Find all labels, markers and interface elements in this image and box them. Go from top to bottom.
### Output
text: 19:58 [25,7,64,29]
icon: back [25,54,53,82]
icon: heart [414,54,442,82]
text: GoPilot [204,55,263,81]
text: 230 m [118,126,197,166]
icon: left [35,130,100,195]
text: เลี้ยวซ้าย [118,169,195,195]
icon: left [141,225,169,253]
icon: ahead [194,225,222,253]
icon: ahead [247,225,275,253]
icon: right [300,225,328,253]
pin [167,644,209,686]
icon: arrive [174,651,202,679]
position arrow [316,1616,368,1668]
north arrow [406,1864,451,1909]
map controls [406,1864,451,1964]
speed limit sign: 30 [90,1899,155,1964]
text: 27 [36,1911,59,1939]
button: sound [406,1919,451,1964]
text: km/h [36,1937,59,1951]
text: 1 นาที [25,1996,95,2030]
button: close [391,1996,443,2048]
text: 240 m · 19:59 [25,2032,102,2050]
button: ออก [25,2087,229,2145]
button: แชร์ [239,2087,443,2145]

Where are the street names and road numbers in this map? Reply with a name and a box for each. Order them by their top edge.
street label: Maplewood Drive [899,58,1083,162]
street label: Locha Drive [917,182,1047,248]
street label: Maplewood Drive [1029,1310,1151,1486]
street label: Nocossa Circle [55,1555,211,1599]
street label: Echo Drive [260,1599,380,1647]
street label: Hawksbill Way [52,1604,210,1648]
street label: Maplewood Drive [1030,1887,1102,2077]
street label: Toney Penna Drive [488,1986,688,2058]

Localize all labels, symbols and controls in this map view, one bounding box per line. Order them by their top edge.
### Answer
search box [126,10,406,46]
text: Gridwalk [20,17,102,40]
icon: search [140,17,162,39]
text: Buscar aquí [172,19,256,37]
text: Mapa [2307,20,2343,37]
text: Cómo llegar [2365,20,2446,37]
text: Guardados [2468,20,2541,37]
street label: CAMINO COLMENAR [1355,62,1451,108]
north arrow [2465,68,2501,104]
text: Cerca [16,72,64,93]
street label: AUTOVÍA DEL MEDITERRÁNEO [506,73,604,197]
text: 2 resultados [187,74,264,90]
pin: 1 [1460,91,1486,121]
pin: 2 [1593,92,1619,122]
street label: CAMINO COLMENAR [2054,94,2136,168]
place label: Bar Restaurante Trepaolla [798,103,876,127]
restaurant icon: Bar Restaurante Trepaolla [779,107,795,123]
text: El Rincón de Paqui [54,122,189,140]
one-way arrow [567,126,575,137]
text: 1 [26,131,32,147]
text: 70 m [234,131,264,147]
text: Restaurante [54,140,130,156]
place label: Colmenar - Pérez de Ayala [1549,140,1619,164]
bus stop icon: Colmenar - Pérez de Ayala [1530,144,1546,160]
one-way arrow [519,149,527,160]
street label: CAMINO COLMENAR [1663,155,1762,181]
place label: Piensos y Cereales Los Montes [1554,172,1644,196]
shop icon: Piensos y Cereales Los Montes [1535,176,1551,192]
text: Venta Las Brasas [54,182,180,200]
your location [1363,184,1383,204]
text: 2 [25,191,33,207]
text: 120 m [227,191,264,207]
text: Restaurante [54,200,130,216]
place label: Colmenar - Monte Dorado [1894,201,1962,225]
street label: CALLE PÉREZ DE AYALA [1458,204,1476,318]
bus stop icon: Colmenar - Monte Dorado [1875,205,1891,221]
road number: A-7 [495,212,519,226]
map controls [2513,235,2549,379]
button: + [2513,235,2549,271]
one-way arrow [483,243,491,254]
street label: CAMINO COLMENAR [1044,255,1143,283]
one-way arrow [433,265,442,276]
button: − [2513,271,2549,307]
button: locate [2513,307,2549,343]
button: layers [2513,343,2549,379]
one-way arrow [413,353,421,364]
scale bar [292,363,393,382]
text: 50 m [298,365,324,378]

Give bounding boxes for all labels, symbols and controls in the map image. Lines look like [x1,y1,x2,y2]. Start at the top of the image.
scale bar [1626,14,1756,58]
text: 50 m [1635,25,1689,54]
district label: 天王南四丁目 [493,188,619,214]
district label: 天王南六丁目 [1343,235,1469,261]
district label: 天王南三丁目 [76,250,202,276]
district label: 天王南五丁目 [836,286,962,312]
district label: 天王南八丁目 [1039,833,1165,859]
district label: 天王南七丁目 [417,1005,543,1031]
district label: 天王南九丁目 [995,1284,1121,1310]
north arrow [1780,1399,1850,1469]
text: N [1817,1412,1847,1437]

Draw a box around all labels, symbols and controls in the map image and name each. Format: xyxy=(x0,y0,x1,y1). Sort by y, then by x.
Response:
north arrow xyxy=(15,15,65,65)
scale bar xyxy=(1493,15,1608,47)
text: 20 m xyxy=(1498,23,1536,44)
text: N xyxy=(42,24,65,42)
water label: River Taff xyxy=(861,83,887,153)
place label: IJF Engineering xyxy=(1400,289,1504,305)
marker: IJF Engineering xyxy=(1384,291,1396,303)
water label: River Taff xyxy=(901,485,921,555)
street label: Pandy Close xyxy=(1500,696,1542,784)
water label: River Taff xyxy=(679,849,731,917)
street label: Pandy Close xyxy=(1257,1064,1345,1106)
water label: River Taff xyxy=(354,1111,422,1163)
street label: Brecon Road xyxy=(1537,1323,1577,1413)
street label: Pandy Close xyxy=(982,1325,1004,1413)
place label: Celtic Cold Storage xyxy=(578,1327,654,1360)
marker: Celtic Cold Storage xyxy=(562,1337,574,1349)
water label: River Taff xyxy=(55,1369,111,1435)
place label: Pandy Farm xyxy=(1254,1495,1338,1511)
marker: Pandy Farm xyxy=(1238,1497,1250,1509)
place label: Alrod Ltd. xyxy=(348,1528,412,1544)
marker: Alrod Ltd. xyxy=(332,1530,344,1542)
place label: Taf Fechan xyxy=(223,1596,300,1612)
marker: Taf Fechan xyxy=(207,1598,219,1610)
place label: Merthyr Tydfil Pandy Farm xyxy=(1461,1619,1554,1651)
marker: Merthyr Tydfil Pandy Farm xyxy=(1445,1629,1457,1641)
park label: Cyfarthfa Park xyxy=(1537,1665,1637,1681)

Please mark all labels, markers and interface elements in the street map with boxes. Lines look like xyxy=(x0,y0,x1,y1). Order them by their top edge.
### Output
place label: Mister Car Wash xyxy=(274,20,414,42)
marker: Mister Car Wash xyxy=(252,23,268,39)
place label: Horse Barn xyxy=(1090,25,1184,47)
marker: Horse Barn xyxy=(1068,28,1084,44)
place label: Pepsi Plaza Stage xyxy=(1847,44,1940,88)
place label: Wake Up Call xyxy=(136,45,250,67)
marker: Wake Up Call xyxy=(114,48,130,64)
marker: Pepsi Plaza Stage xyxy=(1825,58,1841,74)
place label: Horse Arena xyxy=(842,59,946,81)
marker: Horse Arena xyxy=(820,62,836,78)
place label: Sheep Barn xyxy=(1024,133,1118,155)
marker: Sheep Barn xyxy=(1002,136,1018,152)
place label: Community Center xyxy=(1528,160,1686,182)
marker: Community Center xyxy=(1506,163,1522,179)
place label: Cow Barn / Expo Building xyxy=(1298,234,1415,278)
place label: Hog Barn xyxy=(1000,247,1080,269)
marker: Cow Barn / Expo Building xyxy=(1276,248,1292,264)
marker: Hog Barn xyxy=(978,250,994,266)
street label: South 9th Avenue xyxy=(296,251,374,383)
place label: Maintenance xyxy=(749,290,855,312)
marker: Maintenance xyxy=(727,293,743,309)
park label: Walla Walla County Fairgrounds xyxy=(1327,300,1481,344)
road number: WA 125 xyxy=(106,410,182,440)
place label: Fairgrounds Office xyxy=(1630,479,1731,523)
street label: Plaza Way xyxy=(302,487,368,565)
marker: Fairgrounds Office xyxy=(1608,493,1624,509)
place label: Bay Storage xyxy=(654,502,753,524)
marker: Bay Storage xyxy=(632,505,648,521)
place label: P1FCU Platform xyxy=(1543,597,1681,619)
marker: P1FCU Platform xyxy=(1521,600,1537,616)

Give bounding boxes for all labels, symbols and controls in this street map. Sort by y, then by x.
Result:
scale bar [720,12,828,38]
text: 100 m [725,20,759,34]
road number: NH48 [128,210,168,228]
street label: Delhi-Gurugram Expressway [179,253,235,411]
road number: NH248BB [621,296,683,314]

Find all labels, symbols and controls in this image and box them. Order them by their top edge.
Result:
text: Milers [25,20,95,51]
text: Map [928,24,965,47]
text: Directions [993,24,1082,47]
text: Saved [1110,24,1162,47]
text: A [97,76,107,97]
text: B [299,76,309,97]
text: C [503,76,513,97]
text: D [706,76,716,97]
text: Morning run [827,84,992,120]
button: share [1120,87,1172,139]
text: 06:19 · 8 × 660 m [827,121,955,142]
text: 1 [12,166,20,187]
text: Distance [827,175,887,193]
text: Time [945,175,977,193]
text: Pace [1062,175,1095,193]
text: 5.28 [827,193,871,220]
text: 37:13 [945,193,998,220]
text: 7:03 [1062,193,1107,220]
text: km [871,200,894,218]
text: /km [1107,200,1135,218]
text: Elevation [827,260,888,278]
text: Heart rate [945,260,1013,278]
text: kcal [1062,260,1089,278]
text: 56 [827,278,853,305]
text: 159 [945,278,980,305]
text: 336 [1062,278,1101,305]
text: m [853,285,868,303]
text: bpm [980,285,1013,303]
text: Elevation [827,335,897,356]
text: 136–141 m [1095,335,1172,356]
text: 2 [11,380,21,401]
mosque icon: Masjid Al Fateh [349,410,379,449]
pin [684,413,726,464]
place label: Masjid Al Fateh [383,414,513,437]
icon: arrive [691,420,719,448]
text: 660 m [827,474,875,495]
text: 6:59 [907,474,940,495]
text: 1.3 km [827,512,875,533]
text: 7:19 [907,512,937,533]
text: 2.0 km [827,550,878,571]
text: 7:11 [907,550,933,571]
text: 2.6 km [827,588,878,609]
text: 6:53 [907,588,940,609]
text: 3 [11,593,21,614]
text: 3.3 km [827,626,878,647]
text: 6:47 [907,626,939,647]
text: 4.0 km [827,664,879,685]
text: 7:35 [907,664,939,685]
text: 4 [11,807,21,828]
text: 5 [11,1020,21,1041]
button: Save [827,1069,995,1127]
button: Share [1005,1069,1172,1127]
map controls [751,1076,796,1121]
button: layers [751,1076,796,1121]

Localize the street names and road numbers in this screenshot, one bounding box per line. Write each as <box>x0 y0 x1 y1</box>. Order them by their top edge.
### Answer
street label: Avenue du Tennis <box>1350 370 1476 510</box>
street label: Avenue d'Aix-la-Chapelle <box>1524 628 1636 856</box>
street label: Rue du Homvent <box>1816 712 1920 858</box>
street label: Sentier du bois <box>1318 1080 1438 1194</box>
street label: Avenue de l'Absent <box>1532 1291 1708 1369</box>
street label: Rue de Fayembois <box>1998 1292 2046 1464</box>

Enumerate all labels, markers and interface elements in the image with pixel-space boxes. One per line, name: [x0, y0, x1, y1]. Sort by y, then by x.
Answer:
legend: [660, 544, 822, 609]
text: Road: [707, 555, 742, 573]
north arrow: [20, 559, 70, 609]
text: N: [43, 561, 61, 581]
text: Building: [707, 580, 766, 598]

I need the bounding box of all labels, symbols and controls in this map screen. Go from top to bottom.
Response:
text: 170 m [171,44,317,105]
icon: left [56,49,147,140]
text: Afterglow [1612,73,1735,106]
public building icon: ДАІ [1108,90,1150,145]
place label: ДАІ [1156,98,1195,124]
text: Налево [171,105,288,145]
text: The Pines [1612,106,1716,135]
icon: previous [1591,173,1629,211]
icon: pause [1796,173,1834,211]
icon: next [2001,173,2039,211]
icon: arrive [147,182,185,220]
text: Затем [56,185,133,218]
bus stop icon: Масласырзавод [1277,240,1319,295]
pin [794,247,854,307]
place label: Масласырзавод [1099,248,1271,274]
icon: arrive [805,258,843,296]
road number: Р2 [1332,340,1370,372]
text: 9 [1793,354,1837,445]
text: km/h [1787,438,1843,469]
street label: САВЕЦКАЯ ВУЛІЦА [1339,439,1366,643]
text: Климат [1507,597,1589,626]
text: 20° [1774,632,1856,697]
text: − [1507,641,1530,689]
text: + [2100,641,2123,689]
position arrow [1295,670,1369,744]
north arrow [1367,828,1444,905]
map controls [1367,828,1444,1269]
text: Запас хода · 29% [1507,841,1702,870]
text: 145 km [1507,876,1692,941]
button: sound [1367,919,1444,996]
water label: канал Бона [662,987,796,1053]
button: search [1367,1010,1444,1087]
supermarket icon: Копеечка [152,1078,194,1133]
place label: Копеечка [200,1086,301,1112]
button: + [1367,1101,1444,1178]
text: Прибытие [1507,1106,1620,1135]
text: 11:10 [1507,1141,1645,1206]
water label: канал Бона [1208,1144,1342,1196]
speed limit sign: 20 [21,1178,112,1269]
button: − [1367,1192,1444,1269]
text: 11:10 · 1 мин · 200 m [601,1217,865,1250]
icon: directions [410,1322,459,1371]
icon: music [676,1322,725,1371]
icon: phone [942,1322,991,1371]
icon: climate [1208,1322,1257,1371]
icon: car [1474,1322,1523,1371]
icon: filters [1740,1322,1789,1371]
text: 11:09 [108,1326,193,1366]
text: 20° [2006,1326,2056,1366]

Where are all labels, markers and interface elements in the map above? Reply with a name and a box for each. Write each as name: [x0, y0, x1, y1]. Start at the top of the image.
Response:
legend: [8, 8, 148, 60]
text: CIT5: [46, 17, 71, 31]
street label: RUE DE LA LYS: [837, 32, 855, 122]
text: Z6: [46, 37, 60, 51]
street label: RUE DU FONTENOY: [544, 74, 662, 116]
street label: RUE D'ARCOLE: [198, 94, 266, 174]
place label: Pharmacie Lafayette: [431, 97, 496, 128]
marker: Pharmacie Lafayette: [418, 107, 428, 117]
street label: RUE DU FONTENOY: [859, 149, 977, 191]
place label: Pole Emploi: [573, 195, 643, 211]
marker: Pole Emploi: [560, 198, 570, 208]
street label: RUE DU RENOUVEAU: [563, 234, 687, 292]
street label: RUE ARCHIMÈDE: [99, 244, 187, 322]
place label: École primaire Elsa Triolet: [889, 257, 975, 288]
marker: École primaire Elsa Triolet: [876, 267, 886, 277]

◇ ◇ ◇

What you give back should be only the lines of the records above, starting at the line with "I need the bounding" and ending at the line with "Where are all", restated word for word.

I need the bounding box of all labels, symbols and controls in this map screen. Go from top to bottom.
Response:
text: 170 m [171,44,317,105]
icon: left [56,49,147,140]
text: Afterglow [1612,73,1735,106]
public building icon: ДАІ [1108,90,1150,145]
place label: ДАІ [1156,98,1195,124]
text: Налево [171,105,288,145]
text: The Pines [1612,106,1716,135]
icon: previous [1591,173,1629,211]
icon: pause [1796,173,1834,211]
icon: next [2001,173,2039,211]
icon: arrive [147,182,185,220]
text: Затем [56,185,133,218]
bus stop icon: Масласырзавод [1277,240,1319,295]
pin [794,247,854,307]
place label: Масласырзавод [1099,248,1271,274]
icon: arrive [805,258,843,296]
road number: Р2 [1332,340,1370,372]
text: 9 [1793,354,1837,445]
text: km/h [1787,438,1843,469]
street label: САВЕЦКАЯ ВУЛІЦА [1339,439,1366,643]
text: Климат [1507,597,1589,626]
text: 20° [1774,632,1856,697]
text: − [1507,641,1530,689]
text: + [2100,641,2123,689]
position arrow [1295,670,1369,744]
north arrow [1367,828,1444,905]
map controls [1367,828,1444,1269]
text: Запас хода · 29% [1507,841,1702,870]
text: 145 km [1507,876,1692,941]
button: sound [1367,919,1444,996]
water label: канал Бона [662,987,796,1053]
button: search [1367,1010,1444,1087]
supermarket icon: Копеечка [152,1078,194,1133]
place label: Копеечка [200,1086,301,1112]
button: + [1367,1101,1444,1178]
text: Прибытие [1507,1106,1620,1135]
text: 11:10 [1507,1141,1645,1206]
water label: канал Бона [1208,1144,1342,1196]
speed limit sign: 20 [21,1178,112,1269]
button: − [1367,1192,1444,1269]
text: 11:10 · 1 мин · 200 m [601,1217,865,1250]
icon: directions [410,1322,459,1371]
icon: music [676,1322,725,1371]
icon: phone [942,1322,991,1371]
icon: climate [1208,1322,1257,1371]
icon: car [1474,1322,1523,1371]
icon: filters [1740,1322,1789,1371]
text: 11:09 [108,1326,193,1366]
text: 20° [2006,1326,2056,1366]

Where are all labels, markers and interface elements in the map above? Reply with a name and a box for each. Write each as name: [x0, y0, x1, y1]. Start at the top of the image.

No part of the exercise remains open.